[DATA TO PROCESS Boundary: Start]

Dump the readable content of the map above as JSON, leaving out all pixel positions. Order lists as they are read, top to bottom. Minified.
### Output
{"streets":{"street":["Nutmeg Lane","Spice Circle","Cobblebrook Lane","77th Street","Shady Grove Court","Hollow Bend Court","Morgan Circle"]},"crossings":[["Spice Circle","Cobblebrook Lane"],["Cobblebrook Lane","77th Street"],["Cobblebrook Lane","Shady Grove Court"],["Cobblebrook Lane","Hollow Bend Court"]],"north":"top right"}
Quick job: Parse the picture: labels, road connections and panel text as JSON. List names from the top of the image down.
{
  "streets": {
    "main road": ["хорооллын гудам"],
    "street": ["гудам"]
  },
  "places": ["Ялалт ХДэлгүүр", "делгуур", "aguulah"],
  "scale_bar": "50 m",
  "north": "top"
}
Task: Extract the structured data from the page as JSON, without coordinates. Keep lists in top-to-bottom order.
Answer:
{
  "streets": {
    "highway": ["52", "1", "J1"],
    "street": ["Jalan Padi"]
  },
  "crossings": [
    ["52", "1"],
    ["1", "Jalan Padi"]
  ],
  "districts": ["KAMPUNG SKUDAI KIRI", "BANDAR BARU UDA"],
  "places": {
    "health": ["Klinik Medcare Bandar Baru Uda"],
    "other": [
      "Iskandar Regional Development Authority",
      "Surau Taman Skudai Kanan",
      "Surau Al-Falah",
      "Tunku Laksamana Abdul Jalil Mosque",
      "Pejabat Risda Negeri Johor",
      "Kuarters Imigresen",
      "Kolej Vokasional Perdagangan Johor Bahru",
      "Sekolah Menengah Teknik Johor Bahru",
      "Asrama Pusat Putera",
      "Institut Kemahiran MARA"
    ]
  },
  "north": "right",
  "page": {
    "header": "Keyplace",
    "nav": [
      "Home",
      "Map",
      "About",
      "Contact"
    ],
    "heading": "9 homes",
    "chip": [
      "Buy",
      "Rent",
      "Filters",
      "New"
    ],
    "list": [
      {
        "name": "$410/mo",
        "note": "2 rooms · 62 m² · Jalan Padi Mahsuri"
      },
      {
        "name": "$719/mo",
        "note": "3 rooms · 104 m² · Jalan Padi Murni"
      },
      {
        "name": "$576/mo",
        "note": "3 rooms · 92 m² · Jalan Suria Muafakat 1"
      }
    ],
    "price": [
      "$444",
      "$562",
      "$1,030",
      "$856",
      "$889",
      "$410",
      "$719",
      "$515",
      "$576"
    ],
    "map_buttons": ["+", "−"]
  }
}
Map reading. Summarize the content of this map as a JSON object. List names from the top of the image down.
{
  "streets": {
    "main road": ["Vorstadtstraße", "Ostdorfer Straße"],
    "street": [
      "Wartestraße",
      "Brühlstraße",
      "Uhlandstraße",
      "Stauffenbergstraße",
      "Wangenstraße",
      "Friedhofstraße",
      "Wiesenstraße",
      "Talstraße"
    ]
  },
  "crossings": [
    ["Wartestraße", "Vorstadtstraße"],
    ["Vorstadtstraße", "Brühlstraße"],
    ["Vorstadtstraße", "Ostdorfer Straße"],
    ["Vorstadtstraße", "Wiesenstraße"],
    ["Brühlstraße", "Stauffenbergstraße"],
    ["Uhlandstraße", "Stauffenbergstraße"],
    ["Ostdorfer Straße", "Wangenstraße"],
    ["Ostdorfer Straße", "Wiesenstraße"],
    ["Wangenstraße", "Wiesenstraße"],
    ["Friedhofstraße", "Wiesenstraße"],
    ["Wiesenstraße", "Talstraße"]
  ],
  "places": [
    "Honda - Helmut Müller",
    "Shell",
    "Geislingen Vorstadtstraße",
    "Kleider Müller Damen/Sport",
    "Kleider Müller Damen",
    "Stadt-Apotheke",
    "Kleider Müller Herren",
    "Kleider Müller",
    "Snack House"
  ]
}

[DATA TO PROCESS Boundary: End]

Output the records verbatim, from the first line to the last.

Dump the readable content of the map above as JSON, leaving out all pixel positions. Order lists as they are read, top to bottom. Minified.
### Output
{"streets":{"street":["Nutmeg Lane","Spice Circle","Cobblebrook Lane","77th Street","Shady Grove Court","Hollow Bend Court","Morgan Circle"]},"crossings":[["Spice Circle","Cobblebrook Lane"],["Cobblebrook Lane","77th Street"],["Cobblebrook Lane","Shady Grove Court"],["Cobblebrook Lane","Hollow Bend Court"]],"north":"top right"}
Quick job: Parse the picture: labels, road connections and panel text as JSON. List names from the top of the image down.
{
  "streets": {
    "main road": ["хорооллын гудам"],
    "street": ["гудам"]
  },
  "places": ["Ялалт ХДэлгүүр", "делгуур", "aguulah"],
  "scale_bar": "50 m",
  "north": "top"
}
Task: Extract the structured data from the page as JSON, without coordinates. Keep lists in top-to-bottom order.
Answer:
{
  "streets": {
    "highway": ["52", "1", "J1"],
    "street": ["Jalan Padi"]
  },
  "crossings": [
    ["52", "1"],
    ["1", "Jalan Padi"]
  ],
  "districts": ["KAMPUNG SKUDAI KIRI", "BANDAR BARU UDA"],
  "places": {
    "health": ["Klinik Medcare Bandar Baru Uda"],
    "other": [
      "Iskandar Regional Development Authority",
      "Surau Taman Skudai Kanan",
      "Surau Al-Falah",
      "Tunku Laksamana Abdul Jalil Mosque",
      "Pejabat Risda Negeri Johor",
      "Kuarters Imigresen",
      "Kolej Vokasional Perdagangan Johor Bahru",
      "Sekolah Menengah Teknik Johor Bahru",
      "Asrama Pusat Putera",
      "Institut Kemahiran MARA"
    ]
  },
  "north": "right",
  "page": {
    "header": "Keyplace",
    "nav": [
      "Home",
      "Map",
      "About",
      "Contact"
    ],
    "heading": "9 homes",
    "chip": [
      "Buy",
      "Rent",
      "Filters",
      "New"
    ],
    "list": [
      {
        "name": "$410/mo",
        "note": "2 rooms · 62 m² · Jalan Padi Mahsuri"
      },
      {
        "name": "$719/mo",
        "note": "3 rooms · 104 m² · Jalan Padi Murni"
      },
      {
        "name": "$576/mo",
        "note": "3 rooms · 92 m² · Jalan Suria Muafakat 1"
      }
    ],
    "price": [
      "$444",
      "$562",
      "$1,030",
      "$856",
      "$889",
      "$410",
      "$719",
      "$515",
      "$576"
    ],
    "map_buttons": ["+", "−"]
  }
}
Map reading. Summarize the content of this map as a JSON object. List names from the top of the image down.
{
  "streets": {
    "main road": ["Vorstadtstraße", "Ostdorfer Straße"],
    "street": [
      "Wartestraße",
      "Brühlstraße",
      "Uhlandstraße",
      "Stauffenbergstraße",
      "Wangenstraße",
      "Friedhofstraße",
      "Wiesenstraße",
      "Talstraße"
    ]
  },
  "crossings": [
    ["Wartestraße", "Vorstadtstraße"],
    ["Vorstadtstraße", "Brühlstraße"],
    ["Vorstadtstraße", "Ostdorfer Straße"],
    ["Vorstadtstraße", "Wiesenstraße"],
    ["Brühlstraße", "Stauffenbergstraße"],
    ["Uhlandstraße", "Stauffenbergstraße"],
    ["Ostdorfer Straße", "Wangenstraße"],
    ["Ostdorfer Straße", "Wiesenstraße"],
    ["Wangenstraße", "Wiesenstraße"],
    ["Friedhofstraße", "Wiesenstraße"],
    ["Wiesenstraße", "Talstraße"]
  ],
  "places": [
    "Honda - Helmut Müller",
    "Shell",
    "Geislingen Vorstadtstraße",
    "Kleider Müller Damen/Sport",
    "Kleider Müller Damen",
    "Stadt-Apotheke",
    "Kleider Müller Herren",
    "Kleider Müller",
    "Snack House"
  ]
}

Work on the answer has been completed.